Town Supervisors Mark Lesko of Brookhaven, left, and Tom Croci of Islip speak to the Suffolk County Legislature in Hauppauge to seek backing for bonds to build a sewer plant at the Ronkonkoma Hub (June 5, 2012) Credit: Howard Schnapp

Building a new downtown as transformational as the Ronkonkoma Hub -- with its dizzying series of deadlines, moving parts and possible roadblocks -- is no easy chore. But yesterday, two major items on the long to-do list actually got done. Many hurdles remain, but this one day's work marks a big, welcome step forward.

In the morning, the Suffolk County Legislature heard presentations from the two supervisors whose towns share a border at the hub: Mark Lesko of Brookhaven and Tom Croci of Islip. What both wanted was the inclusion of $21 million in the county's capital budget for 2013 to build a sewage treatment plant that is a pivotal element in the plan. Later, the legislature approved it -- apparently reassured that the county won't be on the hook to pay off the bonds. That burden will fall on those who'll use the new sewer district.

From Hauppauge, Croci returned to Islip Town Hall, where the town board then voted to give him authority to negotiate with Tritec Real Estate to be the master developer for Islip's part of the hub, south of the Long Island Railroad tracks. Brookhaven has already selected Tritec. The town and the developer are just weeks away from signing a key document, the master development designation agreement, for the 50 acres north of the tracks. Tritec plans to build a mix of residential, retail and office space, to transform the station area into a real downtown.

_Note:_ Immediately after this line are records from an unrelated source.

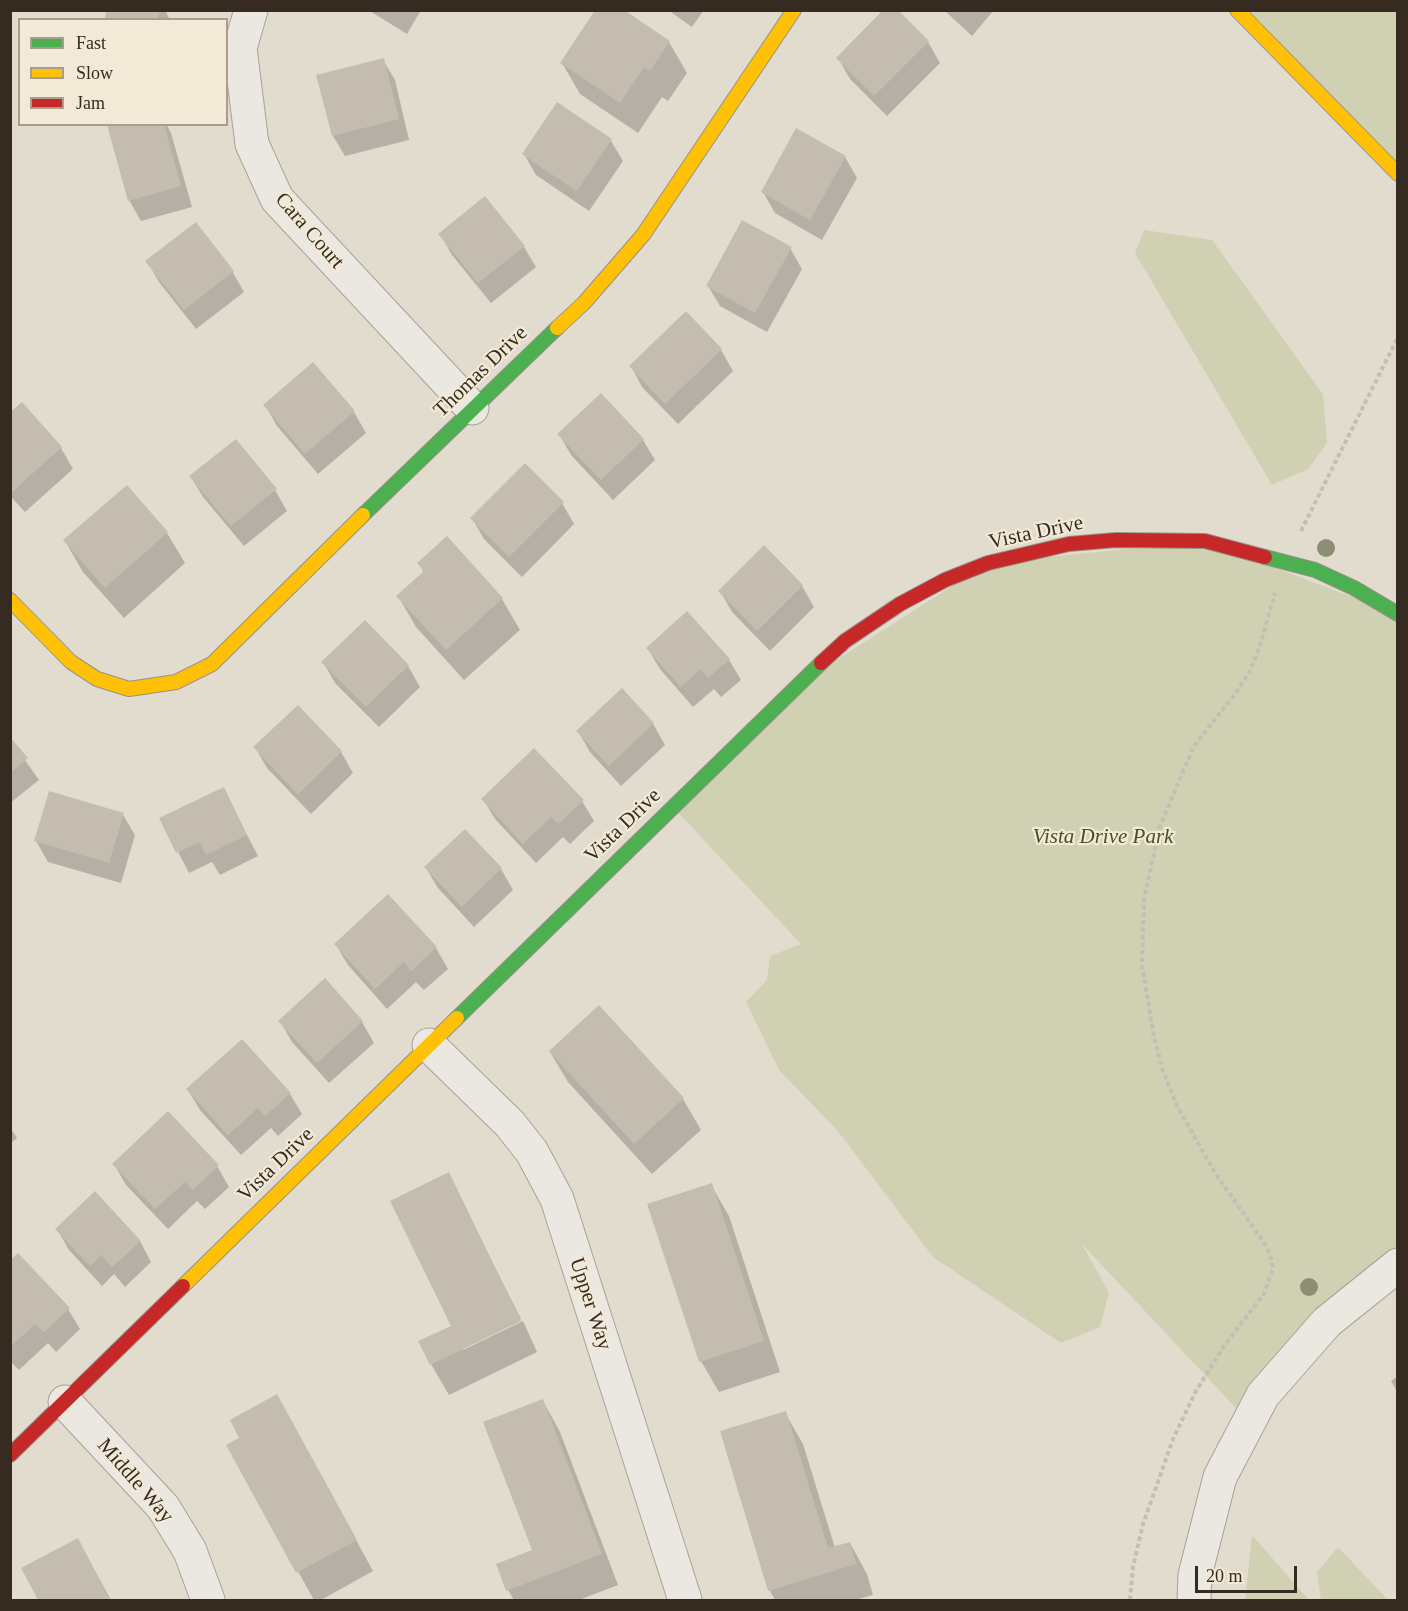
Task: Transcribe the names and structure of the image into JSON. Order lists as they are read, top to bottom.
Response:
{
  "streets": {
    "street": [
      "Cara Court",
      "Thomas Drive",
      "Vista Drive",
      "Upper Way",
      "Middle Way"
    ]
  },
  "crossings": [
    ["Cara Court", "Thomas Drive"],
    ["Vista Drive", "Upper Way"],
    ["Vista Drive", "Middle Way"]
  ],
  "parks": ["Vista Drive Park"],
  "legend": ["Fast", "Slow", "Jam"],
  "scale_bar": "20 m"
}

It makes excellent sense for Islip to deal with Tritec. The town has been well represented in Brookhaven's planning for the hub's design, and it's encouraging that the supervisors are working well together.

What makes the hub such a big deal is the location of the station, the busiest in Nassau-Suffolk, just north of Islip's Long Island MacArthur Airport. That makes it an unusually powerful example of transit-oriented development, a land-use strategy central to Long Island's future.

Sewage treatment is critical, as it is for all dense downtown development. The new plant would start with a capacity of 500,000 gallons a day, expandable to 1.5 million gallons. The plant would handle waste from the new construction on the Brookhaven side, from any new development at the airport -- and from the airport itself and surrounding industrial users, replacing the septic systems they now use.

Tritec made clear that, before it could borrow money to build the project, the funding for actual construction of the plant had to be in place. The Long Island Regional Economic Development Council won $4 million for design of the plant through Gov. Andrew M. Cuomo's statewide competition. Now, the process is in place for the county to sell the bonds to build the plant.

But there's still plenty in play. Croci is trying to get funding for a convenient people-mover system between the airport passenger terminal and the train station. That would help the town's efforts to attract more airlines. Another issue: Development on the Islip side would be stunted if the county can't shift a planned array of solar panels, set to be built in the county-owned parking lot south of the tracks, to another location.

A project of this size isn't easy. There will probably be some hand-wringing ahead. But on Long Island, where building big projects is so frustrating, this is one that's actually moving forward.